Et ve Süt Kurumu Başkanı AKP'nin yeni sözcüsü olsun
“Et ve Süt Kurumu, et fiyatlarında yüzde 48 zam yaptı. Yapılan zamla 1 kg kıymanın kilosu 56 liradan 83 liraya, 1 kg kuşbaşının fiyatı da 62,50 liradan 92 liraya kadar arttı. Dar gelirli vatandaşlar ayda yılda bir sofrasına et koyuyordu, bu zamlarla oda yalan oldu. Türkiye yüzde 37 ile Avrupa ülkeleri arasında en az et, balık ve tavuk tüketen ülke. AB üyesi ülkelerde bu oranın ortalaması yüzde 8,6. 31 milyon vatandaşımız ete, balığa veya tavuk etine hasret kalmış. Önümüz ramazan ve vatandaşlarımıza iftar sofrasında bir kap et yemeğini çok gördüler. Et ve Süt kurumu genel müdürü ne diyor ‘fiyatlar düşüktü, uzun kuyruklar oluyordu bu nedenle zam yaptık'. Allah bunlara akıl, fikir versin. Aslında AKP kendisine yeni bir sözcü bulmuş durumda. Bu kişiyi derhal hükümet sözcüsü yapmaları lazım. Neymiş kuyruklar azalsın diye zam yapmış. Maalesef ülkenin geldiği nokta bu. Liyakatsizliğin hâkim olduğu ülkede, Et ve Süt kurumu genel müdürü Parti sözcüsü olmaya aday bir isimdir. Bunlar ne diyordu fiyat artışlarına; güncelleme diyorlardı. Elektriğe zam geliyor elektriğimiz değerlendi diyorlar. Ne diyorlar elektrik bizden önce yoktu, bunlar kendini ampulü icat eden Edison sanıyorlar. Bunlar yakında derken bizden önce Isparta'dan Antalya'ya kağnı ile gidiliyordu, arabayı da biz icat ettik.”

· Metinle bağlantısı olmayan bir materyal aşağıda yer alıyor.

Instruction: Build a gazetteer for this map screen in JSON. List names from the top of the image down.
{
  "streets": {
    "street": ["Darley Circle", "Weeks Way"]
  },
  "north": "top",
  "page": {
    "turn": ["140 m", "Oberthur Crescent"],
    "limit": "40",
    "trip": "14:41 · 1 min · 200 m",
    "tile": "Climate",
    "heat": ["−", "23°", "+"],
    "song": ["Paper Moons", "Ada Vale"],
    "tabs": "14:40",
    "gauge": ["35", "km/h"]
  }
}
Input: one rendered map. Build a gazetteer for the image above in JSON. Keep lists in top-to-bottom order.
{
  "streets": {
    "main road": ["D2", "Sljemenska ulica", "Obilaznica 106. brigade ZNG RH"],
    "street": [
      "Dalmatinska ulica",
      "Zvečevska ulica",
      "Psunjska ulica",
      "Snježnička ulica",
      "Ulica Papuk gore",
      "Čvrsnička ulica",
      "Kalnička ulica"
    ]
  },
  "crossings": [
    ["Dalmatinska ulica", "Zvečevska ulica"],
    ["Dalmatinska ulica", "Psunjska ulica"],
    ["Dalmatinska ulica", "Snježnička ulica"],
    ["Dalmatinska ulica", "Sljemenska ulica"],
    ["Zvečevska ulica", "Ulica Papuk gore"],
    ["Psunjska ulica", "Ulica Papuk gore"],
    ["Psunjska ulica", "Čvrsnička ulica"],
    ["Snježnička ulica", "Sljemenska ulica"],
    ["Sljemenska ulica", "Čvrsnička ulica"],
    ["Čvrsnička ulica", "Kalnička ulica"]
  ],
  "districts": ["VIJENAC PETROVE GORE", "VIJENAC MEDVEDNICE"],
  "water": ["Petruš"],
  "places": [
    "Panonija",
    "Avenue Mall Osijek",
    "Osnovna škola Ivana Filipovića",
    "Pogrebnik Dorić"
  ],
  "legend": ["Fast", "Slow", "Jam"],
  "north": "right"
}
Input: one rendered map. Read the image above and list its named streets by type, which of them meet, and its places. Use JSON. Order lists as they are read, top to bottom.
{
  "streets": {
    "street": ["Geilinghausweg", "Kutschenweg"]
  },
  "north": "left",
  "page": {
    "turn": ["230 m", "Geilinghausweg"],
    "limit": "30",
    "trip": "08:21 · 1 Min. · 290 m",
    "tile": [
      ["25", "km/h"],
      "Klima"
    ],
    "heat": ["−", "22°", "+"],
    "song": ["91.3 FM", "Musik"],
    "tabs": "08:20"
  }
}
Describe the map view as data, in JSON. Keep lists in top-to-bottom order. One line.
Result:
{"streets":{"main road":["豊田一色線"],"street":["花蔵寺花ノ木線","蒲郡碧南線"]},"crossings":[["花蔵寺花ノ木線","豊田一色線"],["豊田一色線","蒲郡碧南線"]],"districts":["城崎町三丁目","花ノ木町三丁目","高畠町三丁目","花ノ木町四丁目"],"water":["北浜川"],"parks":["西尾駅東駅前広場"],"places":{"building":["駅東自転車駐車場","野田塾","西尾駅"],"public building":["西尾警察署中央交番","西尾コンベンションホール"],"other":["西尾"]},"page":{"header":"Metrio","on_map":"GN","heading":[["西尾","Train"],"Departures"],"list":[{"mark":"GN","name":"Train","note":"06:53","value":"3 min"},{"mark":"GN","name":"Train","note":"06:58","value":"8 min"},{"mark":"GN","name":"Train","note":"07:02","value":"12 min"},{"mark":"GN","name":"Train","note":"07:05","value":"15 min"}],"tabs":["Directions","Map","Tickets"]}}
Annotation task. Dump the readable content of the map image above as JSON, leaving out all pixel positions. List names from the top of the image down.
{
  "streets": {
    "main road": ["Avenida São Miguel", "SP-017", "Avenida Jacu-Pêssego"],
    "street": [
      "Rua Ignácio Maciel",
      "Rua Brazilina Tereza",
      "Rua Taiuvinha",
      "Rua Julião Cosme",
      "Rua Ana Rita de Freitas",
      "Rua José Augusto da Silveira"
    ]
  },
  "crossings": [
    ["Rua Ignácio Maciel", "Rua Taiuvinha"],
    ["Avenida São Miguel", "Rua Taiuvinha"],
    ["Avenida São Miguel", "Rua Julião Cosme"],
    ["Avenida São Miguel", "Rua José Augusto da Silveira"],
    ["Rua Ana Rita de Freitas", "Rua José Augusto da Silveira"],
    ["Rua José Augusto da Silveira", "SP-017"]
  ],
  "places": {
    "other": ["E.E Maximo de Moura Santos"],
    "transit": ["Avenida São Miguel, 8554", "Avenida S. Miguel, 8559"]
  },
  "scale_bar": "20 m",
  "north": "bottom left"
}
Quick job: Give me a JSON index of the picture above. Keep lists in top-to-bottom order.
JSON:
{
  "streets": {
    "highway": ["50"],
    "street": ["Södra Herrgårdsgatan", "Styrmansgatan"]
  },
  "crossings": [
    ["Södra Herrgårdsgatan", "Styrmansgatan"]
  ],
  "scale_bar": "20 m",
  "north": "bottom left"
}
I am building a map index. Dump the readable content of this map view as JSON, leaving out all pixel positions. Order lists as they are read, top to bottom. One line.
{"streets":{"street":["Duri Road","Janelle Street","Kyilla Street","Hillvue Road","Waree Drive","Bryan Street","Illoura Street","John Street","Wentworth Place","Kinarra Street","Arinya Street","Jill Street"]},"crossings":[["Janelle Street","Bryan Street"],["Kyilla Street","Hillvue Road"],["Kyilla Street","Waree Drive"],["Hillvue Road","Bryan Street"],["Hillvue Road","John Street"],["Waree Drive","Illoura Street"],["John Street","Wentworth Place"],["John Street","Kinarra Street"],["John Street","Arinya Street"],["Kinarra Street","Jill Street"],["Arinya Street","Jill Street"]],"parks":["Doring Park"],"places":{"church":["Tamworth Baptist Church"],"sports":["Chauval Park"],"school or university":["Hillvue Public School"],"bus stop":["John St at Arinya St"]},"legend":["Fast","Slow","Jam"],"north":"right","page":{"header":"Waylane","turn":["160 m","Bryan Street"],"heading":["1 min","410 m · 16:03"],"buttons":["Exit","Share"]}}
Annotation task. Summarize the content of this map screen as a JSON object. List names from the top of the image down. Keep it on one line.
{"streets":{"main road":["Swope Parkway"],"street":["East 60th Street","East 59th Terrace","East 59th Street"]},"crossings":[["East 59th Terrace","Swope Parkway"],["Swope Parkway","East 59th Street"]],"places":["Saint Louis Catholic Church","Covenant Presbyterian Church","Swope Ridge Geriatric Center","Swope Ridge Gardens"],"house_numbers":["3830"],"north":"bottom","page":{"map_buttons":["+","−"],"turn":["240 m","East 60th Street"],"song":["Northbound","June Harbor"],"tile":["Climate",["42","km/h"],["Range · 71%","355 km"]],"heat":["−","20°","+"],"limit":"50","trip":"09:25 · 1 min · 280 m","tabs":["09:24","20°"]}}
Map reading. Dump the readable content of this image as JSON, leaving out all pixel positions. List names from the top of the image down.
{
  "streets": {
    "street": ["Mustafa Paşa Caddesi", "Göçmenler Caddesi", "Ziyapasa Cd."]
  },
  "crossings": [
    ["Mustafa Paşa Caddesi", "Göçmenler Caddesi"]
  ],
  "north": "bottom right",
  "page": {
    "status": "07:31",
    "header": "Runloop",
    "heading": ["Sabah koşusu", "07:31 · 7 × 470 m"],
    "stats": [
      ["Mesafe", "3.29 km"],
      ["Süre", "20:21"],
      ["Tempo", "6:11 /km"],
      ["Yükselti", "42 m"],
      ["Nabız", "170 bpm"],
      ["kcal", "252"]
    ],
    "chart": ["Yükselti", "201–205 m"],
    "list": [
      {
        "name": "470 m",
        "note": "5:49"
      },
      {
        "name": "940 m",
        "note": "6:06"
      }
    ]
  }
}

Esnafa verilen Bin lira hibe desteğinin 150 TL'si geri isteniyor
“Salgın sürecinde tedbir önlemleri kapsamında Esnaflara dükkanlarını zorunlu olarak kapattırdılar. Sonra dükkanını kapatan esnaflara destek adı altında 3 ayla sınırlı olmak üzere 1000'er lira kira desteğinde bulundurlar. Şimdi bunlar verdikleri 1000 TL'lik hibe desteğinin 150 TL'sini tekrardan esnaflardan istemeye başlamış. Sebebi ise verilen hibe desteğinin ticari kazanç olarak görülmesiymiş. Akıl var, fikir var. Dünya'nın neresinde bir iktidar kendi esnafına hibe ettiği parayı geri ister. Dün bu iddiaları Ticaret Bakanı Mehmet Muş'a sorduk. Eğer bu iddialar doğru ise derhal düzeltilmelidir, bu uygulamadan derhal vazgeçilmelidir.”
Nebati'nin yerine Yerlikaya ya da Yeliz gelsin
“Nebati ne diyor? Türk lirasına bir şey olmaz,daha düşemez diyor. Bakın bir örnek verelim; Güney Afrika para birimi Rand ile sık sık kıyaslanan Türk lirası, rand ile bire bir konumuna geriledi.2010 yılında 5 Rand 1 lira ediyordu,2022 yılında 1 rand 1 lira oldu. Hayırlı olsun diyoruz. Şimdi de bir söylenti var Maliye Bakanı değişecek deniyor. Isparta'dan Recep Tayyip Erdoğan'a bir öneride bulunalım. Kim olsun Hazine ve Maliye Bakanı, pehlivan ve güreşçi Hamza Yerlikaya olsun. Futbolcu Alpay olabilir ya da Yeliz olabilir.”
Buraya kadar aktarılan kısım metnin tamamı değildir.